_Problem_: Each line of the material holding the word "bubble" must be identified and copied.

_Given data_:
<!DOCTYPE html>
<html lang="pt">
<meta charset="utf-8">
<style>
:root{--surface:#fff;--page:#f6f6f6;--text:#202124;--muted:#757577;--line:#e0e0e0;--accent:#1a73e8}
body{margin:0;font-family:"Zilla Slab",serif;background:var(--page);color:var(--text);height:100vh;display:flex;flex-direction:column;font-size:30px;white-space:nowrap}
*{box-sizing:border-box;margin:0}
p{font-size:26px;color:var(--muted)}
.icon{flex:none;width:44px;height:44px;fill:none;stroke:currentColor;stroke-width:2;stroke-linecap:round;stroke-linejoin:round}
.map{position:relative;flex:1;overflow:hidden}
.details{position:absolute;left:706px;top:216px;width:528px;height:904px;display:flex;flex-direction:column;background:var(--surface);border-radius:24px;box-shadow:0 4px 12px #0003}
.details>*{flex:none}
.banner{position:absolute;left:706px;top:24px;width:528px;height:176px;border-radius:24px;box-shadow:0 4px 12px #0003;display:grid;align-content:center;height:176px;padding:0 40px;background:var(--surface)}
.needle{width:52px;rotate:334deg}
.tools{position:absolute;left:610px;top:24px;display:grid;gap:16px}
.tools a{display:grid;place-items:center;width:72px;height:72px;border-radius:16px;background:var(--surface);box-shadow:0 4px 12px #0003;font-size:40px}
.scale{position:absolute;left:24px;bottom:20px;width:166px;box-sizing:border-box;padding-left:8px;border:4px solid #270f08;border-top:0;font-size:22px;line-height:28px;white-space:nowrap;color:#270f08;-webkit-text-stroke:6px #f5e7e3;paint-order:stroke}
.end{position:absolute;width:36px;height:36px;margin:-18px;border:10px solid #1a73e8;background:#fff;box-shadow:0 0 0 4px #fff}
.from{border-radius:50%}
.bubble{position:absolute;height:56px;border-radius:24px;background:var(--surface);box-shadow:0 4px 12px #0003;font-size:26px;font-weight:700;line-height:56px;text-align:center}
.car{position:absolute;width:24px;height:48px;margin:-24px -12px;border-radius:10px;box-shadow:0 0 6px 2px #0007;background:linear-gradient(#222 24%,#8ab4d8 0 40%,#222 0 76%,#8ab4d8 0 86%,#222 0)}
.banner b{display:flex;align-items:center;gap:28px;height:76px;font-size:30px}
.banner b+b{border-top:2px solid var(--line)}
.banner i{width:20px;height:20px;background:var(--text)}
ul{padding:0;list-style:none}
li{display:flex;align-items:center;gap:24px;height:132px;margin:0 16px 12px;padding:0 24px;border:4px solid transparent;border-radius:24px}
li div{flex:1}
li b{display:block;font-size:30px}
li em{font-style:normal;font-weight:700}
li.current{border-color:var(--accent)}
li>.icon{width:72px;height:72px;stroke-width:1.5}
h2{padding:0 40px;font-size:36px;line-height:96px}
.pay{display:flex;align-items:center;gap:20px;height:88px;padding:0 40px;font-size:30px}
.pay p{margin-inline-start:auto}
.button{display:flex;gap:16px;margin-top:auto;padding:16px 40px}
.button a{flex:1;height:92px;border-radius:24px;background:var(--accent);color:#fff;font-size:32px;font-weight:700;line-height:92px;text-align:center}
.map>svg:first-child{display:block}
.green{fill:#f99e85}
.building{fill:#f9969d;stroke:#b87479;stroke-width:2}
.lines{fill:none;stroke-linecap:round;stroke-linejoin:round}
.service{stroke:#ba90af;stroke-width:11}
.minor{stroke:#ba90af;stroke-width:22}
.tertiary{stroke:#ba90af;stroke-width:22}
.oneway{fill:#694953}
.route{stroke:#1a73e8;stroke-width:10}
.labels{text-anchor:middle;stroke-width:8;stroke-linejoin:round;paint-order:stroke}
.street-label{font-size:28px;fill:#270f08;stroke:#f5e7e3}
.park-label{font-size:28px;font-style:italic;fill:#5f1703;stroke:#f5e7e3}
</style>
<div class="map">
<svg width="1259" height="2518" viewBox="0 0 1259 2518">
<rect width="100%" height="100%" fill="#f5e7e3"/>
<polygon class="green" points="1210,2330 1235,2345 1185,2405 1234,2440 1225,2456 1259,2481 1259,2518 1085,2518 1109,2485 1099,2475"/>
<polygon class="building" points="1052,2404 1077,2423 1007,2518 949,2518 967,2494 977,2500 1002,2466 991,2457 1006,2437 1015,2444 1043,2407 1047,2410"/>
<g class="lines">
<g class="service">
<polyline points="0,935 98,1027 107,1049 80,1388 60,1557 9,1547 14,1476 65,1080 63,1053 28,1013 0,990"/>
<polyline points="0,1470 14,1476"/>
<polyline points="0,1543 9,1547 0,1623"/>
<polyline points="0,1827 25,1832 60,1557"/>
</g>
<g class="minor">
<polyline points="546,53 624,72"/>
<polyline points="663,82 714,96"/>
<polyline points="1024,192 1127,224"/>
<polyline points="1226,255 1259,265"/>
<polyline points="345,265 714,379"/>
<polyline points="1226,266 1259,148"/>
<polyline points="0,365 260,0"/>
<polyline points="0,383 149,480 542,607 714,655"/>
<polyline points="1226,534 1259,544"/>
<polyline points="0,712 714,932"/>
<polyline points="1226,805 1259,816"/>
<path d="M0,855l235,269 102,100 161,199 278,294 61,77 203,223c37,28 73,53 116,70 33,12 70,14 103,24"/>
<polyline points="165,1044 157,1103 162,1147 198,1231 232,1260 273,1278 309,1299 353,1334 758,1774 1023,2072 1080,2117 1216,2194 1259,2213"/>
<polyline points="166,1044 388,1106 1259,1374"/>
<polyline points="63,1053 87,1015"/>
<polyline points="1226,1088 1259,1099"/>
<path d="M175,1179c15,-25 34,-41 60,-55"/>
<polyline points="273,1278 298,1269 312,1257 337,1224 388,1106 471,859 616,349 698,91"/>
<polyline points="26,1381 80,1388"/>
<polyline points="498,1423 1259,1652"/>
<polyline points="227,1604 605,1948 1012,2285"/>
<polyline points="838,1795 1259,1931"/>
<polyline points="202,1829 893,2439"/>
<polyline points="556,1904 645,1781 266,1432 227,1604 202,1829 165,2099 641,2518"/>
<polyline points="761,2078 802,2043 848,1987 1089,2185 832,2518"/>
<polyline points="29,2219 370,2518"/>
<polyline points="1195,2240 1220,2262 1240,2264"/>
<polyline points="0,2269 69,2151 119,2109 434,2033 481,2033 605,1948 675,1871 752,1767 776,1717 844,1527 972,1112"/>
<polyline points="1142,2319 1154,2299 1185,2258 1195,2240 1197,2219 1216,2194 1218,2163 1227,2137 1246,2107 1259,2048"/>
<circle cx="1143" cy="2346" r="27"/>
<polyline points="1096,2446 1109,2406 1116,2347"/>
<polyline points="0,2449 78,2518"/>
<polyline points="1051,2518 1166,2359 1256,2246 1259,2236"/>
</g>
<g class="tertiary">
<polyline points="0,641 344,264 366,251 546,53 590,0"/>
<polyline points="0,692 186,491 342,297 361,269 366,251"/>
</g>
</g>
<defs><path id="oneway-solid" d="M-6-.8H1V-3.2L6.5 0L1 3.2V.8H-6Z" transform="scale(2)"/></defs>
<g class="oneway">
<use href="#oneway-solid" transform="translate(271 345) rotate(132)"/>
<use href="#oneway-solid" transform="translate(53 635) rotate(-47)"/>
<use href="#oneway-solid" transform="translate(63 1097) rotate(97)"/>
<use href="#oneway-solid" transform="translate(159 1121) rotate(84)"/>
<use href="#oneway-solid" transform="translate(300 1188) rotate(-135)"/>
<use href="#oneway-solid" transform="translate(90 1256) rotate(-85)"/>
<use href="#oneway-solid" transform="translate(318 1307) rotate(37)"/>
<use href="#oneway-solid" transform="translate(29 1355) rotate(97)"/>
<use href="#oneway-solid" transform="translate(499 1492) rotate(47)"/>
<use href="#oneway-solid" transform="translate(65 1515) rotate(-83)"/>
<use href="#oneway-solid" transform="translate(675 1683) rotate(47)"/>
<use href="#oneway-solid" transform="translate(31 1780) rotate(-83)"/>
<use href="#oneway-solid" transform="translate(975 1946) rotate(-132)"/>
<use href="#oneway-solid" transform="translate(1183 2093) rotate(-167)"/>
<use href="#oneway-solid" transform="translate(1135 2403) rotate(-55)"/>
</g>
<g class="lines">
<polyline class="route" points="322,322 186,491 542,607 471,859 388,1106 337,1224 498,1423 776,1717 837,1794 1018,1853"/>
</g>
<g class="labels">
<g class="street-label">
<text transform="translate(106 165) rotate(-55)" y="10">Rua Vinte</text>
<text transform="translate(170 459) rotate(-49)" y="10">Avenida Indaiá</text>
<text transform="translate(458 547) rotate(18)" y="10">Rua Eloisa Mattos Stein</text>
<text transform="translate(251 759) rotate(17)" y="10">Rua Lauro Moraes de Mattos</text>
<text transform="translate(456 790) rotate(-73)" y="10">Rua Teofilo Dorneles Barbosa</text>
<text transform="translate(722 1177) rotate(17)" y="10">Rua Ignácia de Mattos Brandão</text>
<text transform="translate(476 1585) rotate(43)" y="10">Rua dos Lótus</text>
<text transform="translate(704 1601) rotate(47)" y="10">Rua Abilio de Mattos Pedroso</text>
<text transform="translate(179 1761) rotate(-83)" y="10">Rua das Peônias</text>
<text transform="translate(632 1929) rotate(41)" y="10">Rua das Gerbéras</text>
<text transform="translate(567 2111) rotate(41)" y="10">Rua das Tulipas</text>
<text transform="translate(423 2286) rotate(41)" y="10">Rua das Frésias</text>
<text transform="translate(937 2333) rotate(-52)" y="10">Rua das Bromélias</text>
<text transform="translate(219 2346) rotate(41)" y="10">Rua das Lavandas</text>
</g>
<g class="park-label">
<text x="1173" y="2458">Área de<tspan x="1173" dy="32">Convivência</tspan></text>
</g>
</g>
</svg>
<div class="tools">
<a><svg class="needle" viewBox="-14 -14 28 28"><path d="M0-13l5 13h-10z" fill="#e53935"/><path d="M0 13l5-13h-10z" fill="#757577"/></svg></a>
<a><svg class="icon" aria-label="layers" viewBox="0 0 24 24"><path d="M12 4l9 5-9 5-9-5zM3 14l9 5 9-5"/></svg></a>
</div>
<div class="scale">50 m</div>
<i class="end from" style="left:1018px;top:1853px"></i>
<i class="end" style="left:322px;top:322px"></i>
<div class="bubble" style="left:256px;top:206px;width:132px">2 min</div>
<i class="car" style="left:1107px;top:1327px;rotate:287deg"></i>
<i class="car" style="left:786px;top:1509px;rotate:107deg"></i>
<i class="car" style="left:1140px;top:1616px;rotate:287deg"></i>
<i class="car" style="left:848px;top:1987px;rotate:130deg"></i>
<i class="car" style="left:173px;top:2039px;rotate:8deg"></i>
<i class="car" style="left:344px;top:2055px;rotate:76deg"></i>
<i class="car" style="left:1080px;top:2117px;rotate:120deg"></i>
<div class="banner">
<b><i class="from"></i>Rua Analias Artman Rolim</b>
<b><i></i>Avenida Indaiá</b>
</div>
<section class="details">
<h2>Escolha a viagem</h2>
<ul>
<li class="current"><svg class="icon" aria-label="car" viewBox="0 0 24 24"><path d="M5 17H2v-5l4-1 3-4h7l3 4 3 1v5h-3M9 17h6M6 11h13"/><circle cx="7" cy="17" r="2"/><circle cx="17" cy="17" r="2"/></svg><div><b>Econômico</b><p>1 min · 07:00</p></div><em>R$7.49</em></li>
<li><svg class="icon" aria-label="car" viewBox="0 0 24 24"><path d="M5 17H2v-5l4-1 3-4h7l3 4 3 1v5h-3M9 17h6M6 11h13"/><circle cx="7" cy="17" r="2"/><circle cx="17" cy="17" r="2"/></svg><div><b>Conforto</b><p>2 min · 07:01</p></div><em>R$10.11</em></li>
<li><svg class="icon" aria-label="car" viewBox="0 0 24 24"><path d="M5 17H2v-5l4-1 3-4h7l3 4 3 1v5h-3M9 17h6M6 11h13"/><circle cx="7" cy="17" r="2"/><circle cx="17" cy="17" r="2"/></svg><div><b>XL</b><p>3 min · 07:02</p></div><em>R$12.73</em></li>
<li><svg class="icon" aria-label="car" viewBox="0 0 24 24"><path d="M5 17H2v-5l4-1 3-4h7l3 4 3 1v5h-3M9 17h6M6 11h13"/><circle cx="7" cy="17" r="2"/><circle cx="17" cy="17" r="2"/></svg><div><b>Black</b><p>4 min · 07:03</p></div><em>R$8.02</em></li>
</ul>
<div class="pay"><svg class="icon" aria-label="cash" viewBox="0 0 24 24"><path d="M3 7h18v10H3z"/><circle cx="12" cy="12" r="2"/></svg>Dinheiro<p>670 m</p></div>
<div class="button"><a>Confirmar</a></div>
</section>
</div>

_Solution to this problem_:
.bubble{position:absolute;height:56px;border-radius:24px;background:var(--surface);box-shadow:0 4px 12px #0003;font-size:26px;font-weight:700;line-height:56px;text-align:center}
<div class="bubble" style="left:256px;top:206px;width:132px">2 min</div>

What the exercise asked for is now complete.